And here’s the thing. Between your real job of paying the bills, and busy household work, it is easy to let what you really want to do down the wayside. What you really want to do takes time, effort and a lot of tenacity. Tenacity you don’t quite have when you’re working a job and being a responsible motherfucking adult because really, after you’ve cooked and cleaned, all you want to do is fall asleep in front of the TV as opposed to sitting in front of the PC and cranking your brain to churn out at least 500 words.

When I decided to rewrite my novel, a very difficult and painful decision after working on it for so long, I set myself a timeline of when I would complete it.

That was of course, months ago.

In nearly 8 months time, I will be 2 years married and I am nowhere near close to my deadline of finishing my novel that I’ve been working on for yonks.

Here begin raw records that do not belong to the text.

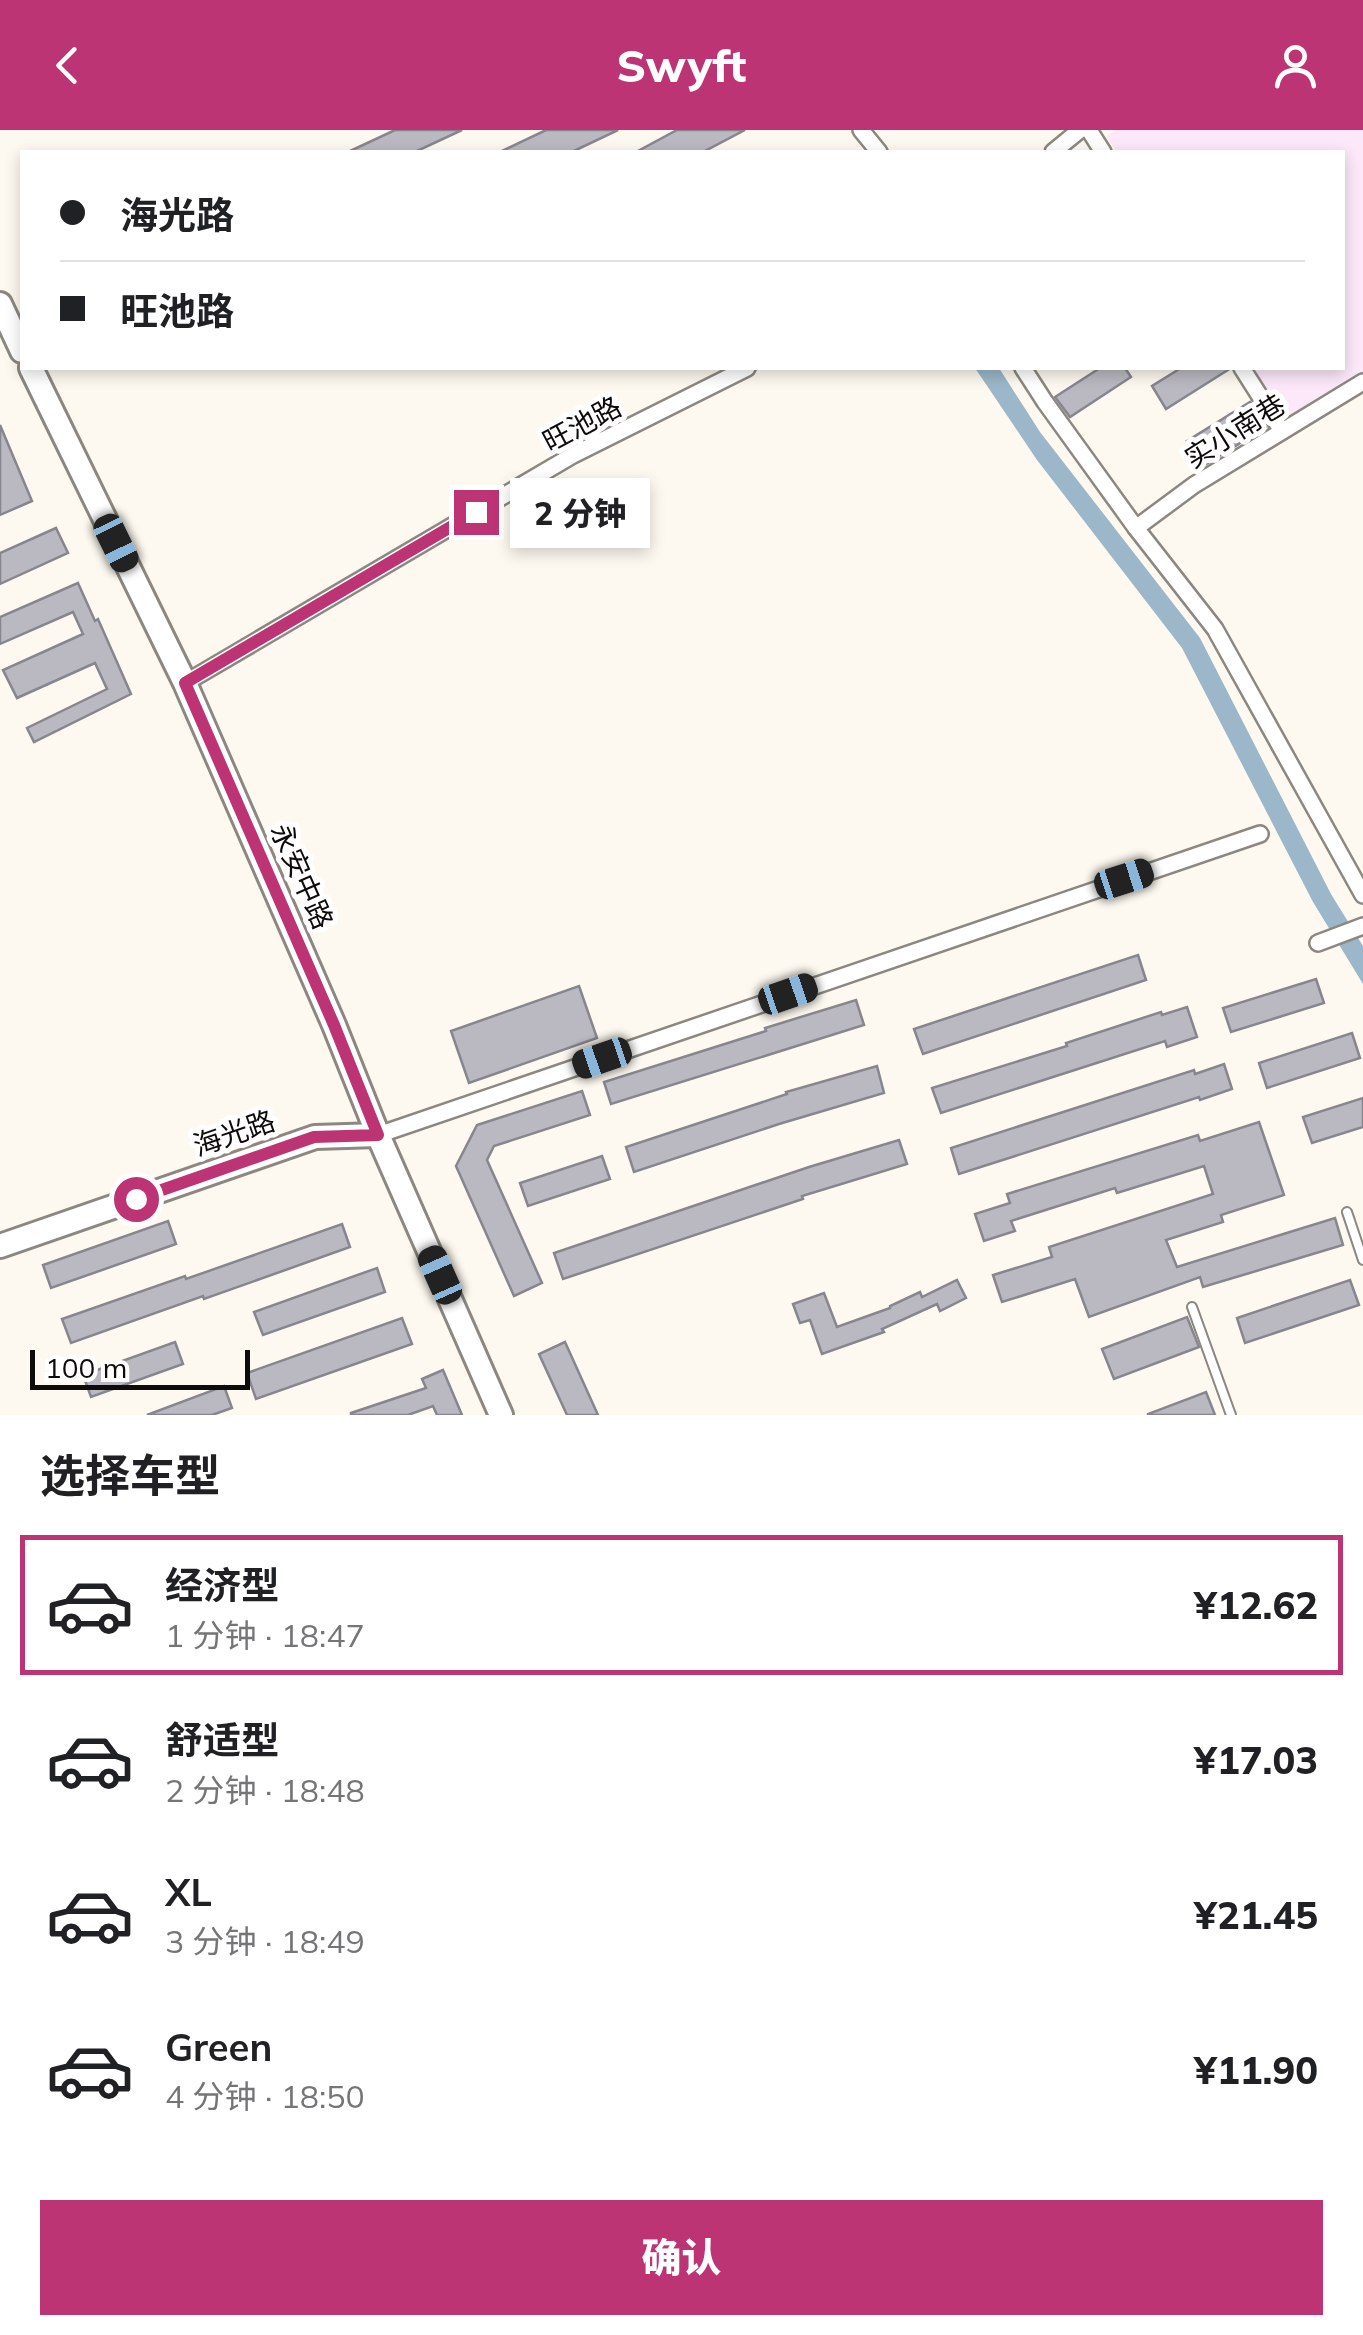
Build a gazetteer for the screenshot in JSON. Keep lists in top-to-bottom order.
{
  "streets": {
    "street": [
      "旺池路",
      "实小南巷",
      "永安中路",
      "海光路"
    ]
  },
  "crossings": [
    ["旺池路", "永安中路"],
    ["永安中路", "海光路"]
  ],
  "scale_bar": "100 m",
  "page": {
    "header": "Swyft",
    "banner": ["海光路", "旺池路"],
    "bubble": "2 分钟",
    "scale": "100 m",
    "heading": "选择车型",
    "list": [
      {
        "name": "经济型",
        "note": "1 分钟 · 18:47",
        "value": "¥12.62"
      },
      {
        "name": "舒适型",
        "note": "2 分钟 · 18:48",
        "value": "¥17.03"
      },
      {
        "name": "XL",
        "note": "3 分钟 · 18:49",
        "value": "¥21.45"
      },
      {
        "name": "Green",
        "note": "4 分钟 · 18:50",
        "value": "¥11.90"
      }
    ],
    "buttons": "确认"
  }
}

And it is disheartening. My mum, the efficient android, opined that it was because I did not have the discipline to do so. I was very hurt by her remarks but it probably hurt more because it was true. To admit to myself, that despite doing all the things, I was still not doing enough was tough.

The thing about dreams is that frankly, it requires sacrifice. Nothing good ever comes easy. I lost weight this year, about 10 kilos. That required me giving up food and trust me, I love my food.

So if I want to get this done, I have to sacrifice something very dear to me.

Two weeks ago, I opted to sacrifice sleep.

You have no idea how much I love sleeping. I love taking long naps, getting into my pj’s and pulling the covers over me with the aircond blasting cold (sorry environment). Heck, I can even sleep in the warmest of weathers with just the fan on, I just love sleep and I try to make sure I get my 8 hours every night.

But let’s face it. I am not disciplined enough to write in the evenings after dinner. Besides, I also want to spend time with the husband. It’s not fair on him that instead of spending time with the wife, I’m working in the study. And frankly, I’m not that good at doing that either because I keep bugging him to come over and to show him a picture of a cat in a bowl. See? Cat in a bowl. So cute.

If I wake up in the mornings however, Eizwan would be asleep and there is very little distraction (save for Nadal the cat who keeps whining for me to ‘Feed meeee! I’m hungryyyyy!’) to work on my novel. So every morning, I set the alarm to 5:30am and I wake up, brush my teeth, dance to SuperJunior’s Mr. Simple before I do a bit of writing in the study before I go to work.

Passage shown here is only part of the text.